Data under study: Begin

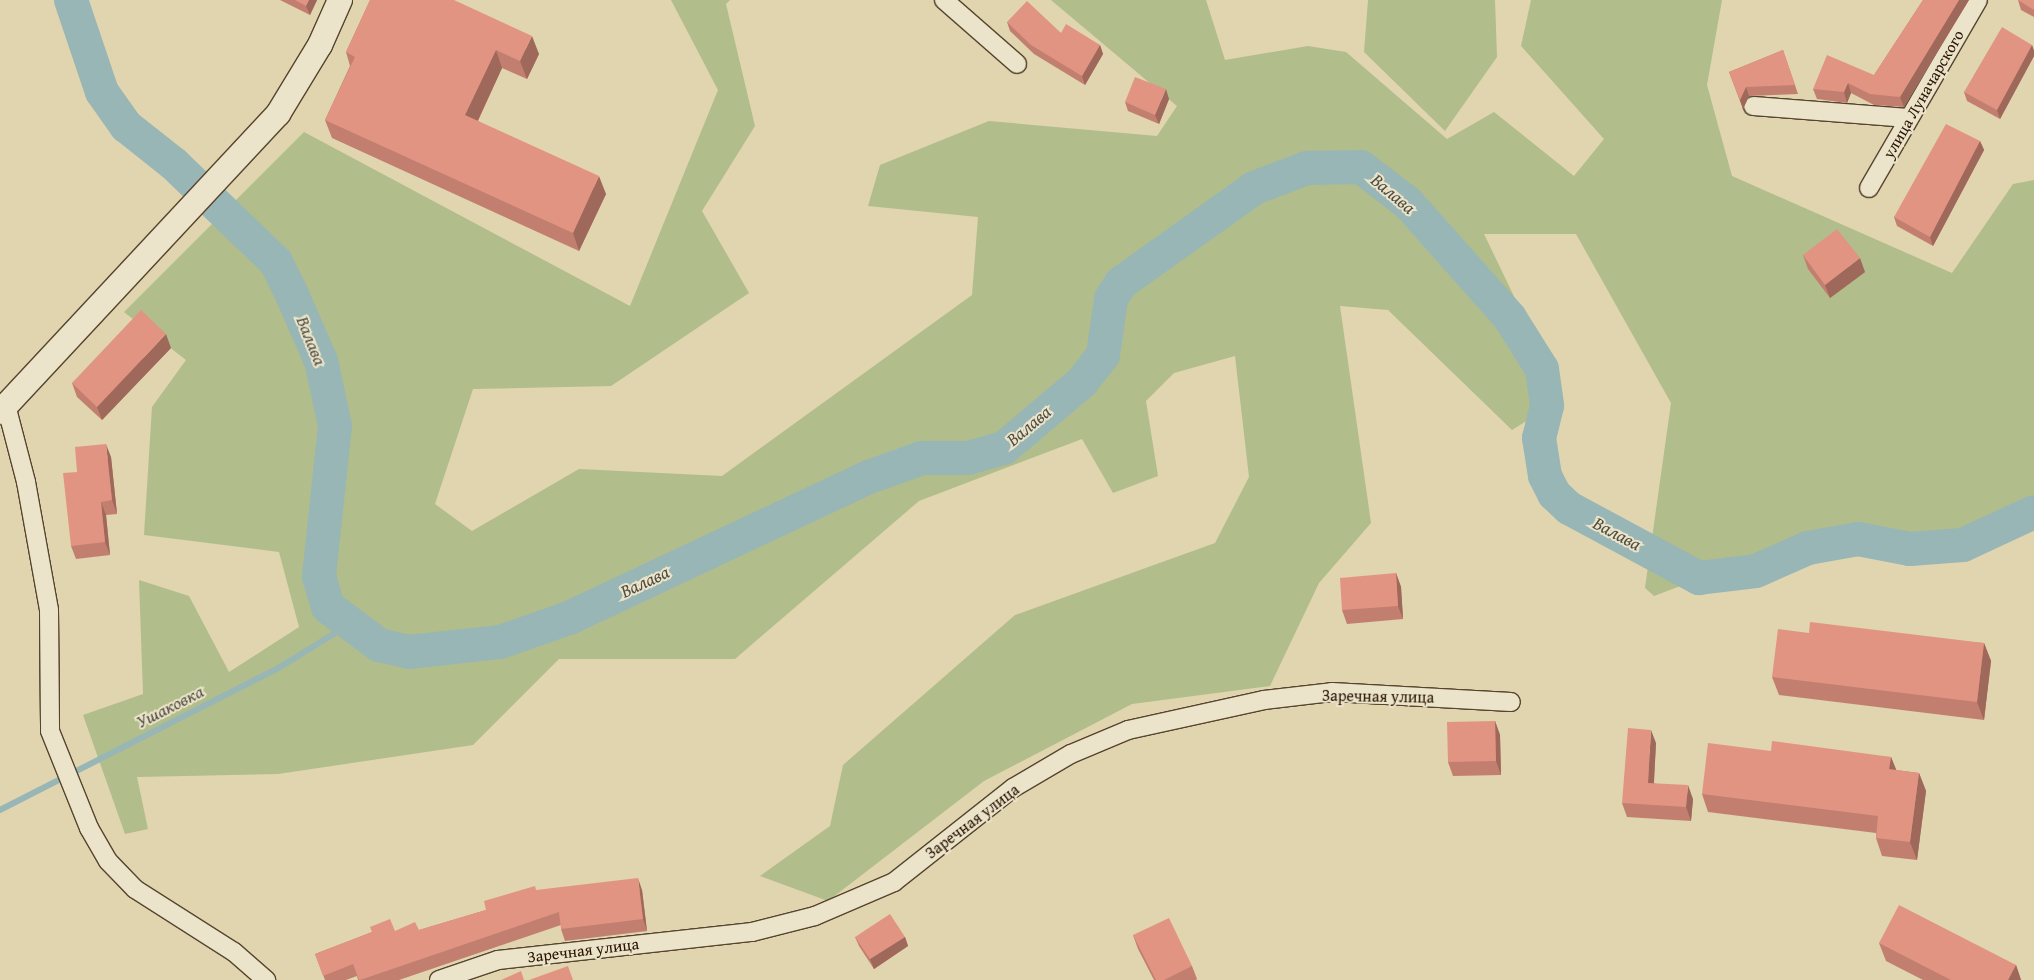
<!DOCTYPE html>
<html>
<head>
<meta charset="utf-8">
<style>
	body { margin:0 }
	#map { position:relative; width:2034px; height:980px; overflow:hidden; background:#e0d5ae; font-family:"Gentium Book Plus",serif }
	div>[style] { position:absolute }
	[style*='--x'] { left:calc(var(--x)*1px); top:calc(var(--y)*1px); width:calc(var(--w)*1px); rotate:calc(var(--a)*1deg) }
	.green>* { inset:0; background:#b1bd8b }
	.stream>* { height:5.5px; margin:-2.75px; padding:0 2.75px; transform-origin:2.75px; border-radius:2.75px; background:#98b6b5 }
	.river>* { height:34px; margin:-17px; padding:0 17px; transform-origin:17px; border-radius:17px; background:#98b6b5 }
	.roads { filter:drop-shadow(1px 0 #56442e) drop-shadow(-1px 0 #56442e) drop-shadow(0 1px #56442e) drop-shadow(0 -1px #56442e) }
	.street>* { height:18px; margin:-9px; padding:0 9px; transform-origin:9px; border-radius:9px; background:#ebe4ca }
	.secondary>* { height:24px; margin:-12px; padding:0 12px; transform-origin:12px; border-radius:12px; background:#ebe4ca }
	.wall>* { inset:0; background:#c27f70 }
	.shaded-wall>* { inset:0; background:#9e685b }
	.building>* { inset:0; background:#e29482 }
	span { translate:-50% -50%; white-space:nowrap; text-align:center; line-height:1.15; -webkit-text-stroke:4px #ebe4ca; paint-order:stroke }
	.street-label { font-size:16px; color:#281303 }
	.water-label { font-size:18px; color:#4f4c41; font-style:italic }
</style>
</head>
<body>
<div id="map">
	<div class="green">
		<i style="clip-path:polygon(671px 0,730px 0,726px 4px,755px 126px,702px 211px,749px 293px,611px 386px,473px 389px,435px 504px,472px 531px,579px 469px,722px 476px,972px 295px,978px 217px,868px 206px,880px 165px,989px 121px,1157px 136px,1177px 106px,1051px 0,1206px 0,1225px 60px,1308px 46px,1346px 52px,1447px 139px,1494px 112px,1574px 176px,1604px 139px,1521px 46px,1531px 0,1722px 0,1707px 85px,1732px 176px,1952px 273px,2013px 184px,2034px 180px,2034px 497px,2004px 520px,1929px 539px,1841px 525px,1654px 596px,1645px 588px,1671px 403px,1576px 234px,1484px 234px,1563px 398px,1512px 430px,1388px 310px,1340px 306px,1371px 523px,1319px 583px,1270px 686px,1132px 704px,984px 781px,828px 901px,760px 876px,830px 826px,843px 765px,1015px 615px,1215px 543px,1249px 477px,1235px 356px,1174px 373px,1146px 401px,1158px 476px,1113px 493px,1082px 439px,919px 501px,735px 659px,559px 659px,473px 745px,278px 774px,137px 777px,148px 829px,125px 834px,83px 715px,143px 694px,139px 580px,189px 596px,229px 672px,299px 627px,279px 552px,144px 535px,152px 407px,186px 360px,124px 312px,304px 132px,630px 306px,718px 90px)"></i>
		<i style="clip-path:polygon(1368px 0,1495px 0,1497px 57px,1445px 131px,1364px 52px)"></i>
	</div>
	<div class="stream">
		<i style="--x:0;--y:810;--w:311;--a:-27"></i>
		<i style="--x:277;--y:669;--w:86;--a:-31.7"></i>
	</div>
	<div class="river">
		<i style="--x:71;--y:0;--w:97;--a:71.4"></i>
		<i style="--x:102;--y:92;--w:42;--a:54.8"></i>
		<i style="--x:126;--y:126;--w:61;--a:38.4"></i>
		<i style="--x:174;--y:164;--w:141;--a:43.9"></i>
		<i style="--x:276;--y:262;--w:39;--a:64"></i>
		<i style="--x:293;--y:297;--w:70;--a:66.4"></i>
		<i style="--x:321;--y:361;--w:66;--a:77.8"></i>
		<i style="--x:335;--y:426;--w:151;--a:96.1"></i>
		<i style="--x:319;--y:576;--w:32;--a:74"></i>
		<i style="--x:328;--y:607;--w:64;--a:36.7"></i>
		<i style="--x:379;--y:645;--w:31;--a:13"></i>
		<i style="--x:409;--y:652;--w:92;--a:-6.3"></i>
		<i style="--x:500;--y:642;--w:73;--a:-19.2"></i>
		<i style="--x:569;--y:618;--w:331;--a:-25.2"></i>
		<i style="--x:869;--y:477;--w:56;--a:-19.7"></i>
		<i style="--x:922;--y:458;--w:46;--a:0"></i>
		<i style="--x:968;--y:458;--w:37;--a:-16"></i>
		<i style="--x:1004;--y:448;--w:102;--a:-40.2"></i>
		<i style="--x:1082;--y:382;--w:34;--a:-52"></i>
		<i style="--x:1103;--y:355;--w:57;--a:-81.9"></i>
		<i style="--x:1111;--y:299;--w:19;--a:-58"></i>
		<i style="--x:1121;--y:283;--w:163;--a:-35.5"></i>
		<i style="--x:1254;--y:188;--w:57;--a:-20.7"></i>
		<i style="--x:1307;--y:168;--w:54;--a:-1.1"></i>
		<i style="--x:1361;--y:167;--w:59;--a:37.5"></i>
		<i style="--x:1408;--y:203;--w:154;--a:48.4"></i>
		<i style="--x:1510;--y:318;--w:60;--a:57.9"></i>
		<i style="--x:1542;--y:369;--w:37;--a:82"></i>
		<i style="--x:1547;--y:406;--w:33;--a:104"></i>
		<i style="--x:1539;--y:438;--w:38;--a:81"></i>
		<i style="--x:1545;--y:476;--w:20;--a:63"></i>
		<i style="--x:1554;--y:494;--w:21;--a:43"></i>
		<i style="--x:1569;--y:508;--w:148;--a:28.3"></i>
		<i style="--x:1699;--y:578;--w:57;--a:-7"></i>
		<i style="--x:1756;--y:571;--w:57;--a:-23.9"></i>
		<i style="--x:1808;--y:548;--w:51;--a:-10.2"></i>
		<i style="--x:1858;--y:539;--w:53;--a:10.9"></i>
		<i style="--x:1910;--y:549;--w:53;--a:-4.3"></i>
		<i style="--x:1963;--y:545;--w:78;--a:-24.9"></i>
	</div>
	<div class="roads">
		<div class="street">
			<i style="--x:944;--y:0;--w:97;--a:41.2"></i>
			<i style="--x:1753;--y:106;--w:156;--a:4.4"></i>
			<i style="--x:1869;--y:188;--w:217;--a:-59.9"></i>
			<i style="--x:6;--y:405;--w:80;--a:75.4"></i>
			<i style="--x:26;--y:482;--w:130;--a:79.8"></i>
			<i style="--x:49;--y:610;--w:121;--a:89.5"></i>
			<i style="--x:50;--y:731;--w:105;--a:68.1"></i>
			<i style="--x:89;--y:828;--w:38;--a:60"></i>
			<i style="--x:108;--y:861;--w:39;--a:46"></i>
			<i style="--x:135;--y:889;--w:117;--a:32.5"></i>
			<i style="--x:234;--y:952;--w:43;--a:41.2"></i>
			<i style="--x:439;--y:980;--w:62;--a:-18.7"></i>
			<i style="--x:498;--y:960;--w:256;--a:-6.3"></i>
			<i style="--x:752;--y:932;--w:65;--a:-14.3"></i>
			<i style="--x:815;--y:916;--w:86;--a:-23.3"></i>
			<i style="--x:894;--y:882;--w:152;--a:-38.3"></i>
			<i style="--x:1013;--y:788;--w:67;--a:-30.4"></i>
			<i style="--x:1071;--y:754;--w:62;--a:-22.8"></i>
			<i style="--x:1128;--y:730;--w:139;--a:-12.4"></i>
			<i style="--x:1264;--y:700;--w:68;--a:-6.7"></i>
			<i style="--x:1332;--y:692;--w:179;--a:3.2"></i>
		</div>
		<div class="secondary">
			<i style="--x:0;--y:412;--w:408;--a:-47"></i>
			<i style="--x:278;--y:114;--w:81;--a:-58.7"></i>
			<i style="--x:320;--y:45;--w:49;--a:-66"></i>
		</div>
	</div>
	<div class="wall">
		<i style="clip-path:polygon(280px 0,317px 0,310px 15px)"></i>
		<i style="clip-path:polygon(370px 0,539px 54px,527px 79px,502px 68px,478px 121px,606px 194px,579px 251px,332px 138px,325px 120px,350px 66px,346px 52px)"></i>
		<i style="clip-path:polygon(1923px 0,1969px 0,1904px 107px,1874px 105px,1851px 93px,1847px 103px,1817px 99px,1813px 89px,1874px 75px)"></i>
		<i style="clip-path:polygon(2018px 0,2034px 0,2034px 17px,2021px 10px)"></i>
		<i style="clip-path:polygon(1007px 22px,1061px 33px,1100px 45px,1103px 54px,1085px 85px,1034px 54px,1010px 31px)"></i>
		<i style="clip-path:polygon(2032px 45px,2034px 51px,2034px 56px,2000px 119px,1967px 101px,1964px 92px)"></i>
		<i style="clip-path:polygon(1783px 50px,1798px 94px,1749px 96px,1743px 109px,1729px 72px)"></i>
		<i style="clip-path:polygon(1169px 99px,1159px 124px,1128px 111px,1125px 102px)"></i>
		<i style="clip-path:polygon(1980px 141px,1984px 150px,1933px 246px,1897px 226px,1894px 217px)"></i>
		<i style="clip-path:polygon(1803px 255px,1865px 272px,1830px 298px,1808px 269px)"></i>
		<i style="clip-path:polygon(171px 348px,102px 420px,77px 397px,72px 383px)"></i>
		<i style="clip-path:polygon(111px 457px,117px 514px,106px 515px,110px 555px,76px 559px,71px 546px,77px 472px)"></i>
		<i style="clip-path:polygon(1396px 573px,1401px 587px,1403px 619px,1347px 624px,1342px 610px)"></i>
		<i style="clip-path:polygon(1809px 633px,1984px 643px,1991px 661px,1984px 720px,1779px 695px,1772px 677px)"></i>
		<i style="clip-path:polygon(1495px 721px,1500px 735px,1501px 775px,1453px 776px,1448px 762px)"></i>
		<i style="clip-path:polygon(1656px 743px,1654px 783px,1693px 799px,1691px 821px,1627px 817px,1622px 803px)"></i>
		<i style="clip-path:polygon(1771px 751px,1891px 757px,1896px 770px,1919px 773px,1926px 791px,1917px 860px,1882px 856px,1876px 838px,1876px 833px,1708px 812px,1702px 794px)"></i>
		<i style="clip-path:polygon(537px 890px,642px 890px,647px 931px,565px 941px,561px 929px,561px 925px,399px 980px,358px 980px,357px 976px,346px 980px,325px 980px,315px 954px,372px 932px,419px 930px,486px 910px)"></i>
		<i style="clip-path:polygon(1133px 935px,1192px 966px,1197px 979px,1196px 980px,1154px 980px,1138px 949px)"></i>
		<i style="clip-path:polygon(855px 937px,905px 937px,908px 946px,874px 969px,859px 946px)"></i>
		<i style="clip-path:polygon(1879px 943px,2016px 965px,2021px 980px,1923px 980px,1886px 961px)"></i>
	</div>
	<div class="shaded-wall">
		<i style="clip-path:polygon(309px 0,317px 0,310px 15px,306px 6px)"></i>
		<i style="clip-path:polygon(1959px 0,1969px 0,1904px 107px,1900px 97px)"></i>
		<i style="clip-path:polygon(532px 36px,539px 54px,527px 79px,520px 61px)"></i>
		<i style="clip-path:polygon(1100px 45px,1103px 54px,1085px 85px,1082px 76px)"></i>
		<i style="clip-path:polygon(2032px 45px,2034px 51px,2034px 56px,2000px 119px,1997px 110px)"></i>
		<i style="clip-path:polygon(496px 50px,502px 68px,472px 133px,465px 115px)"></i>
		<i style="clip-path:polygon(1848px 83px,1851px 93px,1847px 103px,1844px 92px)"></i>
		<i style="clip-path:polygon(1746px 87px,1749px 96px,1743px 109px,1740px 100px)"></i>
		<i style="clip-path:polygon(1166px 89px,1169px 99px,1159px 124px,1155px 115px)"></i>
		<i style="clip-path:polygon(1980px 141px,1984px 150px,1933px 246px,1930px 237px)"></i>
		<i style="clip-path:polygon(599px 176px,606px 194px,579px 251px,573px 233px)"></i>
		<i style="clip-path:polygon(1860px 258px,1865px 272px,1830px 298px,1825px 285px)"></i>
		<i style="clip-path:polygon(166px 334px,171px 348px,102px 420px,97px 407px)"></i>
		<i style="clip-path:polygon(106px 444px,111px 457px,117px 514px,112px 500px)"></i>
		<i style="clip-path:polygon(101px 502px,106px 515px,110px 555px,105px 542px)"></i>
		<i style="clip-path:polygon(1396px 573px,1401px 587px,1403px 619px,1398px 606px)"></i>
		<i style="clip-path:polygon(1984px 643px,1991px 661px,1984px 720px,1977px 702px)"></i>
		<i style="clip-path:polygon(1495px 721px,1500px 735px,1501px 775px,1496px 761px)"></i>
		<i style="clip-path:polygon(1651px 730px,1656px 743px,1653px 796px,1648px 783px)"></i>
		<i style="clip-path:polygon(1891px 757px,1898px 774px,1889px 769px)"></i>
		<i style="clip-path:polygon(1919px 773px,1926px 791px,1917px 860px,1910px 842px)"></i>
		<i style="clip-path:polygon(1688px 785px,1693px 799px,1691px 821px,1686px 807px)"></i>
		<i style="clip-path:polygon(638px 878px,642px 890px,647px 931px,643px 919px)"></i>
		<i style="clip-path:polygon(905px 937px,908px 946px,874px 969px,870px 959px)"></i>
		<i style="clip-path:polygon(2016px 965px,2021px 980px,2008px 980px)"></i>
	</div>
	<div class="building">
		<i style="clip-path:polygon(295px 0,309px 0,306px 6px)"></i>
		<i style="clip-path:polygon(370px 0,454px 0,532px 36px,520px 61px,496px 50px,465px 115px,599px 176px,573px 233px,325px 120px,355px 57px,346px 52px)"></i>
		<i style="clip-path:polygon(1923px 0,1959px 0,1900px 97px,1870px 94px,1848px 83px,1844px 92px,1813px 89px,1827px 55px,1874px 75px)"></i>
		<i style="clip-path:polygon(2018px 0,2034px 0,2034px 10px)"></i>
		<i style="clip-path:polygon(1027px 1px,1061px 33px,1066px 24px,1100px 45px,1082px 76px,1031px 45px,1007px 22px)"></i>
		<i style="clip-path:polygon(2002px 27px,2032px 45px,1997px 110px,1964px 92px)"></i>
		<i style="clip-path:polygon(1783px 50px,1795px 85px,1746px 87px,1740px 100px,1729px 72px)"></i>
		<i style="clip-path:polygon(1135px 77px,1166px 89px,1155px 115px,1125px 102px)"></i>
		<i style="clip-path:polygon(1946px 124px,1980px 141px,1930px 237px,1894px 217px)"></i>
		<i style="clip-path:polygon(1837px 229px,1860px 258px,1825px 285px,1803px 255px)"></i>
		<i style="clip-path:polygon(141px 310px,166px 334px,97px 407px,72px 383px)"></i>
		<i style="clip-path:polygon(106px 444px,112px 500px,101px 502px,105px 542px,71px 546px,63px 473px,77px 472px,75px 447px)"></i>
		<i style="clip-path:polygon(1396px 573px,1398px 606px,1342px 610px,1340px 578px)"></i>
		<i style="clip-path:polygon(1810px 622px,1984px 643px,1977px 702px,1772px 677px,1778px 629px,1809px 633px)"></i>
		<i style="clip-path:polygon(1495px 721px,1496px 761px,1448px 762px,1447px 722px)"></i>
		<i style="clip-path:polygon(1628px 728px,1651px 730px,1648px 783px,1688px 785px,1686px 807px,1622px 803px)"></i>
		<i style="clip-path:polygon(1772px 741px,1891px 757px,1889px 769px,1919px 773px,1910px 842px,1876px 838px,1878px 816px,1702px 794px,1708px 743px,1771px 751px)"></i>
		<i style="clip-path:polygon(638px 878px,643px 919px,561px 929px,559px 912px,360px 980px,359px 980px,353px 964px,323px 976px,315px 954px,372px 932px,370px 927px,390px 919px,395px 931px,415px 922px,419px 930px,486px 910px,484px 901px,535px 886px,536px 890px)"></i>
		<i style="clip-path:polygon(1899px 905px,2016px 965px,2008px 980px,1951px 980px,1879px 943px)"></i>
		<i style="clip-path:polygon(890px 914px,905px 937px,870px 959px,855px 937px)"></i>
		<i style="clip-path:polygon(1169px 918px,1192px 966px,1164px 980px,1156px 980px,1133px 935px)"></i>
		<i style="clip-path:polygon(568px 966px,573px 980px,529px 980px)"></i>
		<i style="clip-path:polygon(521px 971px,524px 980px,501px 980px)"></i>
	</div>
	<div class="street-label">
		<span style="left:1923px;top:94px;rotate:-60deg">улица Луначарского</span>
		<span style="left:1378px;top:696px;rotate:1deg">Заречная улица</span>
		<span style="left:972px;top:821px;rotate:-37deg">Заречная улица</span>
		<span style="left:583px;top:950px;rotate:-7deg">Заречная улица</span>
	</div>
	<div class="water-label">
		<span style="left:1393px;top:194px;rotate:40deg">Валава</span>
		<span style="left:311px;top:341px;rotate:68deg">Валава</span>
		<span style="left:1029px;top:426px;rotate:-40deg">Валава</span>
		<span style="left:1617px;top:534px;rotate:28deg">Валава</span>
		<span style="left:645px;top:582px;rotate:-25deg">Валава</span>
		<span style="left:170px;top:707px;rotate:-27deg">Ушаковка</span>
	</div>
</div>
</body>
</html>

Data under study: End

● **Description of the task**
Show all lines in the entries above where the string "position" appears.

● **Result of this exercise**
	#map { position:relative; width:2034px; height:980px; overflow:hidden; background:#e0d5ae; font-family:"Gentium Book Plus",serif }
	div>[style] { position:absolute }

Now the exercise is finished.